:: EXERCISE PROMPT ::
Only the lines from the beginning of the listing below through the line with "position:absolute; left:647px; top:475px;" belong in the answer; please print them exactly and drop the pictures.

:: AVAILABLE RECORDS ::
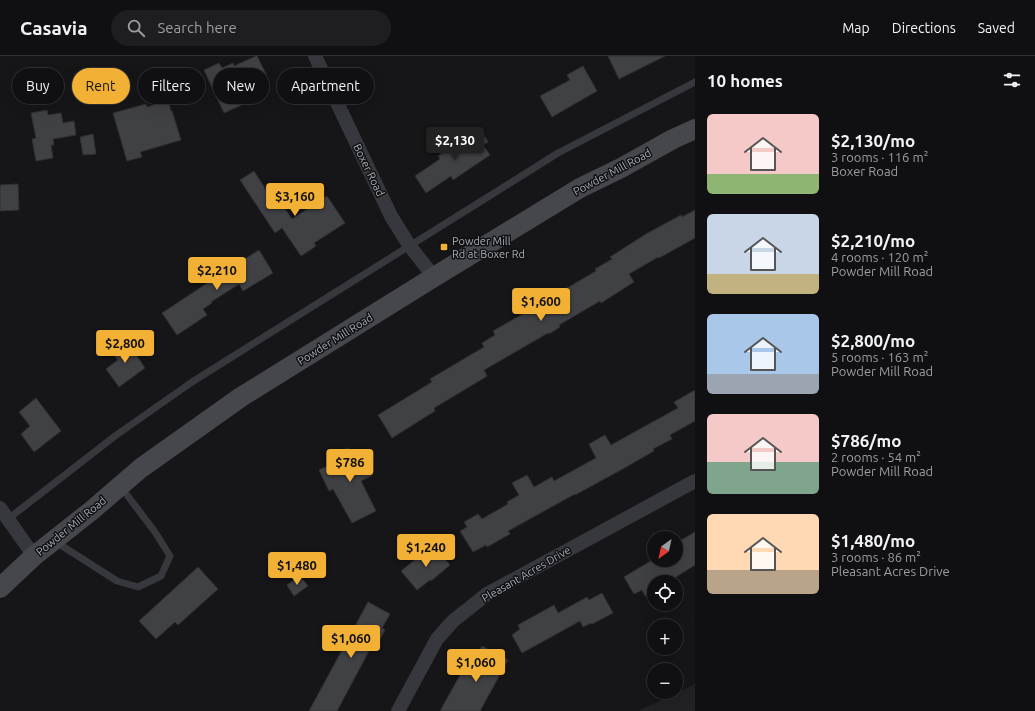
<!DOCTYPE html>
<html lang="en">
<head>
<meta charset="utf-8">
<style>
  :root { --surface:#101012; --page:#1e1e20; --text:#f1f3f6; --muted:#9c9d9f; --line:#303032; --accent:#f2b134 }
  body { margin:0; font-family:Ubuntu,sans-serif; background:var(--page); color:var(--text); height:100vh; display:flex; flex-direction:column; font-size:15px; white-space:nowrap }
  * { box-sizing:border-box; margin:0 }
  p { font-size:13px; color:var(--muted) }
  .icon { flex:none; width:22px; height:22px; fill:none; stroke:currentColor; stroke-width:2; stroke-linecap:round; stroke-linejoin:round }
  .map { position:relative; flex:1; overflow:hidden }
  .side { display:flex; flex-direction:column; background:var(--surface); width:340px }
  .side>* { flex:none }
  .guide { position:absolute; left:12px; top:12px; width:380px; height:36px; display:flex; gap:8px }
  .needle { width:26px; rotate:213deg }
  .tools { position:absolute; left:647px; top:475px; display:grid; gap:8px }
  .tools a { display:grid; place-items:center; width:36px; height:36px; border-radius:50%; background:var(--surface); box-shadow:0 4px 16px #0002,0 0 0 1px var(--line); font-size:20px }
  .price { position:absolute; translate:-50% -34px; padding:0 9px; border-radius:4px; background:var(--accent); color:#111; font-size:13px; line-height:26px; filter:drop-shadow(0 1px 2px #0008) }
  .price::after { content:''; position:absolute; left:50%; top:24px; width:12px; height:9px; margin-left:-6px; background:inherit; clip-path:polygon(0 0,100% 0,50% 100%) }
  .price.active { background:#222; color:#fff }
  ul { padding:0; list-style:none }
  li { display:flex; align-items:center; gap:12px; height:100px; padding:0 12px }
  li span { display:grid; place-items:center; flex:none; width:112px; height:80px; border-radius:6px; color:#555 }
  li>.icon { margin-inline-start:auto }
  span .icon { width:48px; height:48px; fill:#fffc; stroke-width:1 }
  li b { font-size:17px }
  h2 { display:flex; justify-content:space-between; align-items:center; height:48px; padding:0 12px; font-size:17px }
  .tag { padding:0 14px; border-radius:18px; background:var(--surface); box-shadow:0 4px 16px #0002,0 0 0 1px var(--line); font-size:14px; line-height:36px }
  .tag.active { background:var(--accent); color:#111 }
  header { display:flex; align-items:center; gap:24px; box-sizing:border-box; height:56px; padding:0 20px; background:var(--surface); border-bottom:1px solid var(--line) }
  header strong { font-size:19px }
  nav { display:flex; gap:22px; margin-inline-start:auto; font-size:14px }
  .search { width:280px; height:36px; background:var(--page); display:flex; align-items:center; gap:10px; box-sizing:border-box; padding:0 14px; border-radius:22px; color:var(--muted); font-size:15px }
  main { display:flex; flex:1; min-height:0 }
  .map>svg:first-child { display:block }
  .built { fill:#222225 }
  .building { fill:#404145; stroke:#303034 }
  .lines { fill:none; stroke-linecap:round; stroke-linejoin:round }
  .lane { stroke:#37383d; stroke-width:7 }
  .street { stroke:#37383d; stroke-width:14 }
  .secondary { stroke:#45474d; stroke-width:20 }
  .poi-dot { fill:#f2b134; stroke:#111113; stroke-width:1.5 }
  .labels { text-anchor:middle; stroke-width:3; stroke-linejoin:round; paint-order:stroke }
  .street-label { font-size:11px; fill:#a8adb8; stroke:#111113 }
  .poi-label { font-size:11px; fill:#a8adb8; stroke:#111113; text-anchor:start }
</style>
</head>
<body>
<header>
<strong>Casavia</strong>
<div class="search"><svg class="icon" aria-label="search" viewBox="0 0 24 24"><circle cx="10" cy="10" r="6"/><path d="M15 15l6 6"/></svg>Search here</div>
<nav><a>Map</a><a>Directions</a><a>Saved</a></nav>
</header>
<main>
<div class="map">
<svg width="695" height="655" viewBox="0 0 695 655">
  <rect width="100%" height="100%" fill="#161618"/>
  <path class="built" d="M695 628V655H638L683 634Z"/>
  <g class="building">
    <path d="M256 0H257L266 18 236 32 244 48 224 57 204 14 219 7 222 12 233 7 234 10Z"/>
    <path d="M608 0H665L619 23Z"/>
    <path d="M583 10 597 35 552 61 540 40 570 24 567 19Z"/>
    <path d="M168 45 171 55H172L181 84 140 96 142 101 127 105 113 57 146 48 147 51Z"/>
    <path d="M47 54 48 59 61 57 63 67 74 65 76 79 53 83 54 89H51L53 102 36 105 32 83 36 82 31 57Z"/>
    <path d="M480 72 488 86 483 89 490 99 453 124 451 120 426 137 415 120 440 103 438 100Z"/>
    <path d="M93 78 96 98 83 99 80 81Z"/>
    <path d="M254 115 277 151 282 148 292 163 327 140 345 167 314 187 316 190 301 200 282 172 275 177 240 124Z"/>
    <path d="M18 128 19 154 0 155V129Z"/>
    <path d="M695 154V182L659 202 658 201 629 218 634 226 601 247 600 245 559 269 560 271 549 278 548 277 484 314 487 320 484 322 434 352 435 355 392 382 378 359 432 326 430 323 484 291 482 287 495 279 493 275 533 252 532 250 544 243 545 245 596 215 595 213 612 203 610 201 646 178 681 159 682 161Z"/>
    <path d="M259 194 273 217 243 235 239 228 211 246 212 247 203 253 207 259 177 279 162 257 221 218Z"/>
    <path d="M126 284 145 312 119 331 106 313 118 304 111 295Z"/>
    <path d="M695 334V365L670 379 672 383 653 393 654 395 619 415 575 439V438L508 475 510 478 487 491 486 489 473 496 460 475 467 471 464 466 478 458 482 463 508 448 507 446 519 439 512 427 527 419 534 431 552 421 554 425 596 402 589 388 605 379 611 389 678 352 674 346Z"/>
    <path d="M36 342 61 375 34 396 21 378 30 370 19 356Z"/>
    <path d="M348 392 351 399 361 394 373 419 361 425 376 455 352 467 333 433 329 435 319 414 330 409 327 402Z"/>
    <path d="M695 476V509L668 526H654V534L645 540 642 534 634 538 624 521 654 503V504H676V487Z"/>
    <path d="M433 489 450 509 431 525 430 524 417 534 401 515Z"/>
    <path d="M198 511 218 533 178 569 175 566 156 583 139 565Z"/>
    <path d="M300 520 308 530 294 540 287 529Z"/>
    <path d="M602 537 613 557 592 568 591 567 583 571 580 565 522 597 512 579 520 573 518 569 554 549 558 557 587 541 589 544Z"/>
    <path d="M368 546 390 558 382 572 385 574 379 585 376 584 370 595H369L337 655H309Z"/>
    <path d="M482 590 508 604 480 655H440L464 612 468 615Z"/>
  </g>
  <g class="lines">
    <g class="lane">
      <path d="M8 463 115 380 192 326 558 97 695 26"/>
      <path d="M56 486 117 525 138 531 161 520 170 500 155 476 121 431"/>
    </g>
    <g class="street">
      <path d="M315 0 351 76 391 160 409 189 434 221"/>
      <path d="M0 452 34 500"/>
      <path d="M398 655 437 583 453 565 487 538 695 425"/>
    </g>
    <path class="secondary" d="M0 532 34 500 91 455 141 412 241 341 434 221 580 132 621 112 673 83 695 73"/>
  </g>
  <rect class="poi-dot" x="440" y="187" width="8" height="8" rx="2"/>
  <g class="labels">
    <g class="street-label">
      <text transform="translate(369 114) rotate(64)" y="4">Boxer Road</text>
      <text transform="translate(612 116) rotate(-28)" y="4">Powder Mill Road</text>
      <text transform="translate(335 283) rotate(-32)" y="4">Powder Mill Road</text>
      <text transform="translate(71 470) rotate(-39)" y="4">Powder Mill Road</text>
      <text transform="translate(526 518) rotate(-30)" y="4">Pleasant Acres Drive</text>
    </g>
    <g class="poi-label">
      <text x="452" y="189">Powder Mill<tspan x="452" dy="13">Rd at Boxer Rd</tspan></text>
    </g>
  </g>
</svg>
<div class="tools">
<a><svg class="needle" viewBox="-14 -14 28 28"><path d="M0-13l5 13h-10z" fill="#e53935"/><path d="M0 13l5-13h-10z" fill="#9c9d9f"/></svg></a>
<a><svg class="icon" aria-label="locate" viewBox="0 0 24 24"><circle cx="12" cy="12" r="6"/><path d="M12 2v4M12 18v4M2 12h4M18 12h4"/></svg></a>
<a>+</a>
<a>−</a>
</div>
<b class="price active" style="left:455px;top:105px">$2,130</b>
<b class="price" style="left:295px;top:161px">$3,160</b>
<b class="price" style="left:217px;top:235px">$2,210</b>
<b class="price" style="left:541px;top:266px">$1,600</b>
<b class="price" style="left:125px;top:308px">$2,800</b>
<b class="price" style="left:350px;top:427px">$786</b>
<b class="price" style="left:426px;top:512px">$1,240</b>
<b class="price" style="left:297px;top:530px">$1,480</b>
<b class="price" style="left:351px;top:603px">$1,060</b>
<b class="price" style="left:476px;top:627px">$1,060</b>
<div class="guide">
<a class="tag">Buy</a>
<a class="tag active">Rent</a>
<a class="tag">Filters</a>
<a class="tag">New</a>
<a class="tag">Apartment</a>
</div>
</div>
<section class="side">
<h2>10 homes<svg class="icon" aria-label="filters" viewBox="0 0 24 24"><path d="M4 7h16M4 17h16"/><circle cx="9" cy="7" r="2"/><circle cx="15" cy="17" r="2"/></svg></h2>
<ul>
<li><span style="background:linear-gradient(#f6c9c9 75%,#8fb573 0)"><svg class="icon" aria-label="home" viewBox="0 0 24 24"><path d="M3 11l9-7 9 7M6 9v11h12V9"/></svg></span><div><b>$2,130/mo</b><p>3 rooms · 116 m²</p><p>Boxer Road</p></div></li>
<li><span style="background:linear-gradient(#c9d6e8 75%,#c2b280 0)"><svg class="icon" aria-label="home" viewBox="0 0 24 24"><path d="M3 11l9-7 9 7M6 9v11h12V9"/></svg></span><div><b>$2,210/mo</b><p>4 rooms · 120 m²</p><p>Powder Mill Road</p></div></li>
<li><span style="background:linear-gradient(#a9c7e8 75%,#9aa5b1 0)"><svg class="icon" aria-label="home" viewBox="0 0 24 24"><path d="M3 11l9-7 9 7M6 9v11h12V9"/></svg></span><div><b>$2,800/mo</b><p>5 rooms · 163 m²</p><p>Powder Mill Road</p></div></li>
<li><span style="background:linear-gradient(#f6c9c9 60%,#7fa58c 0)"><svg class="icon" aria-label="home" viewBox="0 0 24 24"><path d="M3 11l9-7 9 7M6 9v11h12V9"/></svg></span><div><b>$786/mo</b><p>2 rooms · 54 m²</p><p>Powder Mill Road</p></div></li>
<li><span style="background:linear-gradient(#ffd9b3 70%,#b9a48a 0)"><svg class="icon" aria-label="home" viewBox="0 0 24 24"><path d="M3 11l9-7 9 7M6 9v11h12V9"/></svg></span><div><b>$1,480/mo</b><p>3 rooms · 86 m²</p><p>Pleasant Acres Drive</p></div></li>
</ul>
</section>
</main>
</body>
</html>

:: ANSWER SPACE ::
<!DOCTYPE html>
<html lang="en">
<head>
<meta charset="utf-8">
<style>
  :root { --surface:#101012; --page:#1e1e20; --text:#f1f3f6; --muted:#9c9d9f; --line:#303032; --accent:#f2b134 }
  body { margin:0; font-family:Ubuntu,sans-serif; background:var(--page); color:var(--text); height:100vh; display:flex; flex-direction:column; font-size:15px; white-space:nowrap }
  * { box-sizing:border-box; margin:0 }
  p { font-size:13px; color:var(--muted) }
  .icon { flex:none; width:22px; height:22px; fill:none; stroke:currentColor; stroke-width:2; stroke-linecap:round; stroke-linejoin:round }
  .map { position:relative; flex:1; overflow:hidden }
  .side { display:flex; flex-direction:column; background:var(--surface); width:340px }
  .side>* { flex:none }
  .guide { position:absolute; left:12px; top:12px; width:380px; height:36px; display:flex; gap:8px }
  .needle { width:26px; rotate:213deg }
  .tools { position:absolute; left:647px; top:475px; display:grid; gap:8px }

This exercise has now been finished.